Task brief
Stop after the line with "position:absolute; left:8px; top:798px;". Up to that point, output every line of the listing below exactly from the first one onward, skipping pictures.
┌──
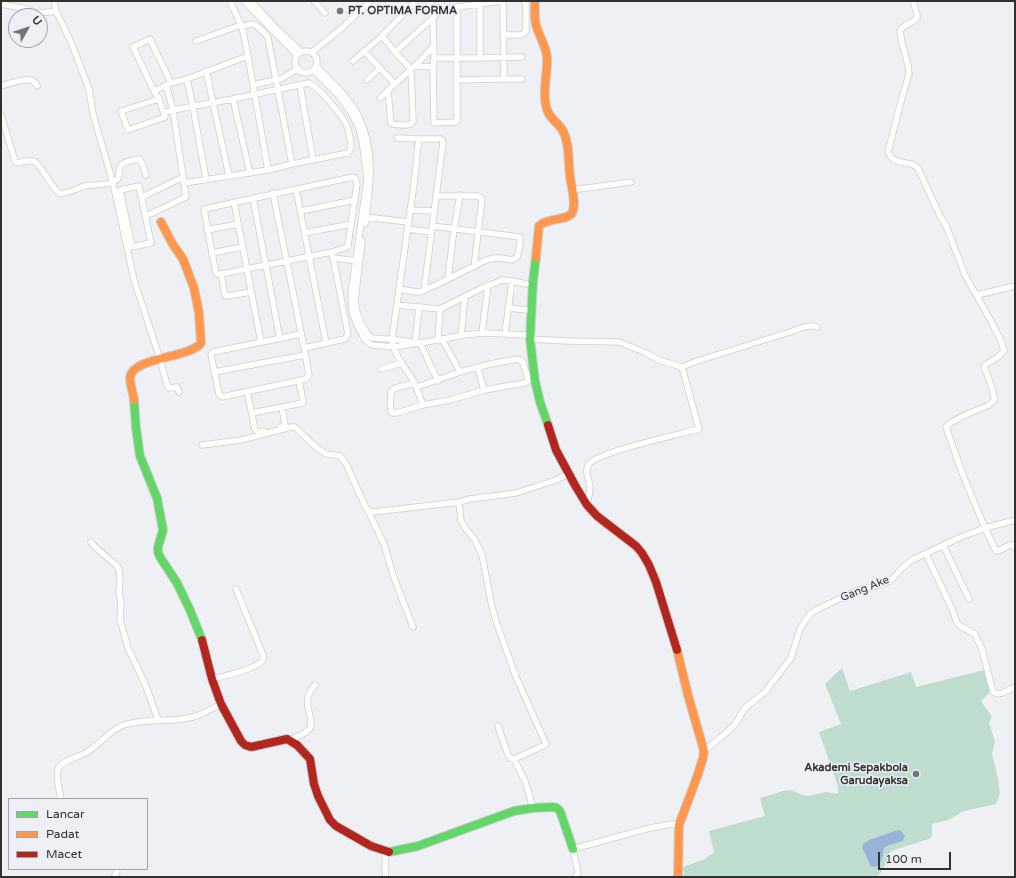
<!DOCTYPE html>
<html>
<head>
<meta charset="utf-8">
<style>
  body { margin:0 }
  #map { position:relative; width:1016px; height:878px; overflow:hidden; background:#eff0f3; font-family:"Varela Round",sans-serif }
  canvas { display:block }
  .frame { position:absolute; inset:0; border:2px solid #313134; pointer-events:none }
  .legend { position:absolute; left:8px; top:798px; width:140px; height:72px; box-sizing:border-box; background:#edeff5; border:1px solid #a2a3a8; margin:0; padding:5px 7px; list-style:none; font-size:12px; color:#313134 }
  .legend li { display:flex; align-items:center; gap:8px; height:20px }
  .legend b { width:20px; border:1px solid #a2a3a8 }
  .north { position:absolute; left:8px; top:8px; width:40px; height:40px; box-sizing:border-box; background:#edeff5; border:1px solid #a2a3a8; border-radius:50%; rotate:51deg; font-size:11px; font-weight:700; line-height:16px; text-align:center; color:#313134 }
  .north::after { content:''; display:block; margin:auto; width:14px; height:18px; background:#747477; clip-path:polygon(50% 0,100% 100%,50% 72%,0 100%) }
  .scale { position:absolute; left:878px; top:852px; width:73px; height:18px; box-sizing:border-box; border:2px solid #313134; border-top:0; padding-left:5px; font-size:12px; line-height:14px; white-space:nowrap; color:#313134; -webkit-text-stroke:3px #edeff5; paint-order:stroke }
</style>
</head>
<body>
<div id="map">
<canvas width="1016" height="878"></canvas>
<div class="frame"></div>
<ul class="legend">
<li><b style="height:5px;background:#63d668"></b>Lancar</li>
<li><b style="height:5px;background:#ff974d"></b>Padat</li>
<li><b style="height:5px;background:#b3261e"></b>Macet</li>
</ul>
<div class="north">U</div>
<div class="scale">100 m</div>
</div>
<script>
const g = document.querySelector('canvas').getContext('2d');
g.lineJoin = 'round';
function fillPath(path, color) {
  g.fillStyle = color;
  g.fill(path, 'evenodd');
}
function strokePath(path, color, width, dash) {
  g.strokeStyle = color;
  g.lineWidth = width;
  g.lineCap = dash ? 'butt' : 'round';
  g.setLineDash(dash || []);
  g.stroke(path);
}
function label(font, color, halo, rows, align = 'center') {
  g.font = font + ' "Varela Round",sans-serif';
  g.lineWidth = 3;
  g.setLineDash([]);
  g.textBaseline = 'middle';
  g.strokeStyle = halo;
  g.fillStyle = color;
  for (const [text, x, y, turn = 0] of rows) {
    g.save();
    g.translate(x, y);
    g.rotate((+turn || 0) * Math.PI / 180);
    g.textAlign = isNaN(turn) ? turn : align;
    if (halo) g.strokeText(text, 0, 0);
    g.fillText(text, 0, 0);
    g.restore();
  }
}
fillPath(new Path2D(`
  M 842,668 L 850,691 L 911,672 L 916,687 L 984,670 L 990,692 L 981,701 L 992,717 L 989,723 L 995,742 L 992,754 L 998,779 L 1000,793 L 996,804 L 964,811 L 948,820 L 932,824 L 932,836 L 929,839 L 891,851 C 888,858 883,873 876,877 L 684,877 L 683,867 L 705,859 L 708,856 L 714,853 L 709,831 L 765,816 L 760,798 L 783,791 L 791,790 L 802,795 L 808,796 L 826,792 L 838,794 L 838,786 L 819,732 L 841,724 L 825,684 Z`), '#bfddcf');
fillPath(new Path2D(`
  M 898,830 L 901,831 L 905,836 L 903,841 L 889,845 L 884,848 C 882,856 883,862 876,867 L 871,866 L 870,865 L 866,855 L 862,848 L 863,844 L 869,840 Z`), '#98b3da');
const street = new Path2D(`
  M 54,1 L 56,11 L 71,42 L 89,89 L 93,114 L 113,183 L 134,280 L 160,359 L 167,385 L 169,388 L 177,387 L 179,392
  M 230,1 L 242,27 L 248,56 L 268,170
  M 244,1 L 297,55
  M 251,1 L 277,29 L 301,52
  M 314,1 L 325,13
  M 428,1 L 438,12 L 442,9 L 502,1
  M 441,1 L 442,9
  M 913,1 L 917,14 L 917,18 C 912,24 903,24 900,31 L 902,43 L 908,65 L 909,74 L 900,105 L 888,152 C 894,167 909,159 918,168 L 940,216 L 947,228 L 965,275 L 991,321 L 1000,339 L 1004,350 L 1003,352 L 998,357 L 985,365 L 984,367 C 987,373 995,395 994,400 C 993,402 990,404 989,405 C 978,410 952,419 946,427 L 963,475 L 985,528 L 996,551 L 998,551 L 1010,545 L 1013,545 L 1015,548
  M 1,4 L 22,8 L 40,13 L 56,11
  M 480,4 L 480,58 L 522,57
  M 457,7 L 457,80 L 504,79 L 503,1
  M 438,12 L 433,18 L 434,58 L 480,58
  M 242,27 C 245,26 249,24 252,24 C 257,25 266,34 268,38 L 292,164
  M 503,35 L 521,35 L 524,33 L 526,31 L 526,5 L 524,1
  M 382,36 L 395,52 L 433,18
  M 196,41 L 241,25
  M 364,51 L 395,84
  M295 62a11 11 0 1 1 22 0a11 11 0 1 1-22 0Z
  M 312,52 L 342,28 L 370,1
  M 395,52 L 411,69 L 415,66 L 433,47
  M 353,61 L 382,36 L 416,1
  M 316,66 C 330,80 349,97 358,115 C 376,149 370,188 365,224
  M 415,66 L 433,67 L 434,58
  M 433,67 L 434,123 L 456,122 L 457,121 L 457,80
  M 313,70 L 339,96 L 350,111 L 359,128 L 363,147 L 367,180 L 351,294 L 352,311 L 356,323 L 365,340 L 372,345 L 394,347 L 438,340 L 463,335 L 485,333 L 525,335
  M 206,71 L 229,176
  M 187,79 L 193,107 L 206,179
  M 504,79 L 522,79
  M 367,80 L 380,68
  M 171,83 L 150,39 L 133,47 L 154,91 L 171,83 L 187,79 L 248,56
  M 253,85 L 283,78 L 298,68
  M 300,85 L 313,159
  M 1,86 C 8,84 28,77 33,81 C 35,82 36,84 37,86
  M 154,91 L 159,99 L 165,117 L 128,130 L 121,111 L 159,99
  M 388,91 L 391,123 C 394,125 407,126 410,124 C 411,124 412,123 413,122 L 411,69
  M 380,98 L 411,69
  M 233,99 L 250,173
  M 164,113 L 173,110 L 233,99 L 308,83 C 318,86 343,116 347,126 C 349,131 351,143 351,148 C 350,151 350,151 348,153 L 292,164 L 268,170 L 184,183
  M 1,115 L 15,161 L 17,163 C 21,162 28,160 33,161 C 40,162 51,187 59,193 C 66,195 77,188 85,186 C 95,184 107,186 115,181 C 122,178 117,170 121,165 C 125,161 134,160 139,159 L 142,163 L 146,175
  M 397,138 L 419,139 L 440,139 L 442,140 L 443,142 L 424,291
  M 419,139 C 416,156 416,174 413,191 C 406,240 399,289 392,339 C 393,355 408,370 415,384 C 418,391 420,398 423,405
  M 353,177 C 356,178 356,181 357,184 L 348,245 L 347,247 L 332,252 L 221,274 L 219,275 L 216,273 L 212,253 L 204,209 Z
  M 139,186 L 151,243 L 132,247 L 120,190 Z
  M 296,189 L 326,343
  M 572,190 L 631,182
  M 273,193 C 285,254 298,314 309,375 L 306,379 L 222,397 L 219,394 L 211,355 L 213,352 L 301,334
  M 436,196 L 478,196 L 482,199 L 474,267
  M 142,197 L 179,179
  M 253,198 L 280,339
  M 234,202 L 261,342
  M 410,210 L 434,211
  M 301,211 L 355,200
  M 146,216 L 186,197 L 173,110 L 166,85
  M 366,217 L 408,222
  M 407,229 L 431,232
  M 207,230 L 238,224
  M 305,233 L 351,224
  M 362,241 L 355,301 L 357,312 L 361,323 L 369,336 L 373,338 L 384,339 L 392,339 L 417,343
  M 212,253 L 242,247
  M 333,258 L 359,261
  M 221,274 L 225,296 L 227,296 L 251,292
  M 448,279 L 454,229 L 460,195
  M 399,289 L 416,292 L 420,292 L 440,283 L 486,260 L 495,258 L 501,258 L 512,260 L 517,257 L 520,245 L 520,237 L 432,226
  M 977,295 L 1015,286
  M 397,305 L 440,309 L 482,288 L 498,282 L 502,280 L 512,281 L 526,284
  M 508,308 L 527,310
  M 482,333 L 488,285
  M 505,334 L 512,281
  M 461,335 L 465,297
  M 442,339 L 460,372
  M 530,339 L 567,341 L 619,342 L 644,352 L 659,360 L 682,367 L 694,362 L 793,331 C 801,328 809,324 817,327
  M 438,340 L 440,309
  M 420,343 L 438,381
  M 415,344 L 419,307
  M 304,348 L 345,339 L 348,334 L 332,252
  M 478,368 L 484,390
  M 381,369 L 402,363
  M 214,372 L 305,355
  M 415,383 L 395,388 L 391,392 C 391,398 389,409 392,413 L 396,413 L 423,405 L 450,400 L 484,390 L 525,383 L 528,381 C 527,374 525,367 522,361 L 518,359 L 490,364 L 460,372 L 417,387
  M 247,391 L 255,429 L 258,432 L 264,431
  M 252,413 L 303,403 L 303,401 L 299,381
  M 280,427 L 284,427 L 285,425 L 282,407
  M 202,445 L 241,440 L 291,427 L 295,427 L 305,437 L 318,449 L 327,454 L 340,456 L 342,458 L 347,466 L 365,506 L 368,511 L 373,512 L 459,502 L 470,499 L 516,493 L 556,480 L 568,474
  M 459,502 L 461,521 L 466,529 L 475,540 L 482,555 L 492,607 L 497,624 L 516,677 L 546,744 L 545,745 L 514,759 L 525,781 L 533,808
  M 587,505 C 588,499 590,493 590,487 C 589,478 584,472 589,464 C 597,452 681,434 699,429 L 682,367
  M 368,511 L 384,544 L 389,561 L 393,575 L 413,627
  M 91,542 L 95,547 L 116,565 L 119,569 L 120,578 L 119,593 L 121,602 L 120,619 L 123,630 L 128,648 L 146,686 L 158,720
  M 943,545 L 969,599
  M 926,554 L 953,611 L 957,623 L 960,626 L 975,634 L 977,639 L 982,649 L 993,692 C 1000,697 1008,690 1015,687
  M 212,679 C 224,676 254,670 262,661 C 264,659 263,658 263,655 L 236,589
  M 498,726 L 508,755 L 510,758 L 514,759
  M 289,740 C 297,737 306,734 311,727 C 312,709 300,702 315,685
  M 704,751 L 726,733 L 736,723 L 745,708 L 765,692 L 791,658 L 800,629 L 805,621 L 811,613 L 818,609 L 858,590 L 880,585 L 890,581 L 896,575 L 902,568 L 912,560 L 961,537 L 985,528 L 1015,520
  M 61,799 C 60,792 55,775 58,769 C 61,761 79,757 87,752 C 99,745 110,730 124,725 C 146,718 171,723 193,717 C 203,715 212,708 221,704
  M 386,851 C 385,860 384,869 386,877
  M 114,877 L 117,872 L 117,869
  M 575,877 L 577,876 L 578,873 L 573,849 L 650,828 L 671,824 L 679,825`);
const fast = new Path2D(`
  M 536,257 L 533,281 L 530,339 L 535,381 L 540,402 L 548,425
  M 134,400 L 136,428 L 140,456 L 157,498 L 163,530 L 158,547 L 158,552 L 160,557 L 177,583 L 190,610 L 202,640
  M 389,852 L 418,846 L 514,811 L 533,808 L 553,807 L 557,808 L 560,811 L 573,849`);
const slow = new Path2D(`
  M 535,1 C 535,9 534,18 536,25 C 539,36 546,46 547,57 C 548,74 542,90 546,106 C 548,118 558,122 563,131 C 570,145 568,161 570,176 C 571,186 577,204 572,213 C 567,221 548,217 539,226 L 536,257
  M 134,400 C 133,393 130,384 130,378 C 131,357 191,358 201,343 L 199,313 L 194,288 L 183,259 L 172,243 L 161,222
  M 677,650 L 688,695 L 704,751 L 703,758 L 697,777 L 679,825 L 678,877`);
const jam = new Path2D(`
  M 548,425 L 556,450 L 576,487 L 587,505 L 597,516 L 636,546 L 642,553 L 649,565 L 656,582 L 677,650
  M 202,640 L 212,679 L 221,704 L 241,741 L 245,745 L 251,747 L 287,739 L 297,745 L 310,759 L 314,784 L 318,796 L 330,820 L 336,826 L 371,846 L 389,852`);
strokePath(street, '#cdced0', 7);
strokePath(fast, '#cdced0', 10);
strokePath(slow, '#cdced0', 10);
strokePath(jam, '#cdced0', 10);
strokePath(street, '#fdfdfd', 5.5);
strokePath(fast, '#63d668', 8);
strokePath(slow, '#ff974d', 8);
strokePath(jam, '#b3261e', 8);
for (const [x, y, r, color] of [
  [340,11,4,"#747477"],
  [916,774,4,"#747477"]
]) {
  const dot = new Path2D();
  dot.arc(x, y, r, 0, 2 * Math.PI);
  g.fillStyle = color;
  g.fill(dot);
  strokePath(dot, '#edeff5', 1.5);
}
label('bold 11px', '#313134', '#edeff5', [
  ["PT. OPTIMA FORMA",348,11],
  ["Akademi Sepakbola",908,768,"right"],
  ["Garudayaksa",908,781,"right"]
], 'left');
label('11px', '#313134', '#edeff5', [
  ["Gang Ake",865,589,-22]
]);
</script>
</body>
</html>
└──
Response below
<!DOCTYPE html>
<html>
<head>
<meta charset="utf-8">
<style>
  body { margin:0 }
  #map { position:relative; width:1016px; height:878px; overflow:hidden; background:#eff0f3; font-family:"Varela Round",sans-serif }
  canvas { display:block }
  .frame { position:absolute; inset:0; border:2px solid #313134; pointer-events:none }
  .legend { position:absolute; left:8px; top:798px; width:140px; height:72px; box-sizing:border-box; background:#edeff5; border:1px solid #a2a3a8; margin:0; padding:5px 7px; list-style:none; font-size:12px; color:#313134 }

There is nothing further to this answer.